Hers remains a terribly romanticised vision of women’s place, and the happiness they may attain.

I now know very well that I never can love Felix properly, because I cannot highly esteem him, as I will and must highly esteem my husband; but”
“But what, my sweet Selma?”
“If I can make him and others happy, then—neither shall I myself be unhappy. And then—God will give me, perhaps, a child, which I can love, and in which I can have pleasure in the world.”
“With this Selma wept quite softly, leaning on my shoulder. (141)

But not all of them…there is another kind of life possible for women, one more of the mind and culture. There is a desire independence here, though clearly it requires independence of money and position:

I like Brenner greatly; but not so much as I love my own independence, the peace of my soul, and the prospect of a peaceful and care-free future. I will be his friend, but no more. I dread marriage; I dread that compulsion, that dark deep suffering, which the power of one being over another so often exhibits. I have seen so much of it. (191)

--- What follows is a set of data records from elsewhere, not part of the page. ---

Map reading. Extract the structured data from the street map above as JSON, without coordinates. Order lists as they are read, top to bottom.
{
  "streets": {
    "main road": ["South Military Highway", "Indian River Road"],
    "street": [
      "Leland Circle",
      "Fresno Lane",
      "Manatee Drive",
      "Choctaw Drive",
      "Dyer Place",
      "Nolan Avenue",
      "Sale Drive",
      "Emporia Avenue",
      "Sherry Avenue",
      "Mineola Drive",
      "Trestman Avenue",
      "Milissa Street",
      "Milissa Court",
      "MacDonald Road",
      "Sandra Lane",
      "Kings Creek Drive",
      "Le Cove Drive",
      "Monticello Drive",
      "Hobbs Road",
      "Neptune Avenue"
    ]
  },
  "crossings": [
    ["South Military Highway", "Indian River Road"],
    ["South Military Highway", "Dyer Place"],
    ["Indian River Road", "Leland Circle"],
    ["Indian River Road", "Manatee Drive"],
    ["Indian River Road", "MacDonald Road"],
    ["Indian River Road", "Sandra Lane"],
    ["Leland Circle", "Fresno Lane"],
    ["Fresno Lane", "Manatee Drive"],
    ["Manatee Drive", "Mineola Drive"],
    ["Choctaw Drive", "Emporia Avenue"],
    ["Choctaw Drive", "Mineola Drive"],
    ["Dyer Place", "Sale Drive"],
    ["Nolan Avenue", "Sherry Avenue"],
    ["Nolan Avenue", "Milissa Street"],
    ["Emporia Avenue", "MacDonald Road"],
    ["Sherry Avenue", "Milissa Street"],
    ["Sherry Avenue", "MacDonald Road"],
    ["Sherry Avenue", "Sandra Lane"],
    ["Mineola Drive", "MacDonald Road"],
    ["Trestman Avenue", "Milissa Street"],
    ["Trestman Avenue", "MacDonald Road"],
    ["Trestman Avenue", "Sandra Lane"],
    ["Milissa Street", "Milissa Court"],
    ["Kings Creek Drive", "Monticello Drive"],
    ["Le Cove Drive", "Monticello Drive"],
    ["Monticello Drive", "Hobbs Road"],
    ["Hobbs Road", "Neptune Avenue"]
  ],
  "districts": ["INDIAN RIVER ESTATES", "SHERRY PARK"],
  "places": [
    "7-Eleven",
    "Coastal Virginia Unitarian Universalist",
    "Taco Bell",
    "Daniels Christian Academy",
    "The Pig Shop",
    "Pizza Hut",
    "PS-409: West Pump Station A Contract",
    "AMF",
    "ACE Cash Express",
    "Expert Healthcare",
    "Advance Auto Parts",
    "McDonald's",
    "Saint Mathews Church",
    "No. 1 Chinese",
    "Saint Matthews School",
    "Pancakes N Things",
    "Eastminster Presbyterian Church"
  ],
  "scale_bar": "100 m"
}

Thus class and gender intersect, though Bremer would claim all the suffering for the wealthy even as she acknowledges the poverty around her — though this is one of the very few places she does so:

On the long ill-built street, I saw a herd of ragged, pale children, old women and aged men, living pictures of sickness, of poverty, and age; and I contemplated misery in all gradations of human life—in all its weeping shadows. And amid all these shadow-figures there yet probably was not one who would have exchanged his lot with mine, if he could have seen into my heart. Ah! the severest kind of-wretchedness is not that which exhibits its rags in the streets, and at night conceals itself in great deserted buildings — it is that which smiles in polite companies, which shews to the world a joyful exterior whilst sorrow gnaws its heart. (222)

Fredrika Bremer is herself of this wealthy class, of course.

fredrika bremer

On the Country

I love these descriptions of nature, and pearls! Who knew these could be found there…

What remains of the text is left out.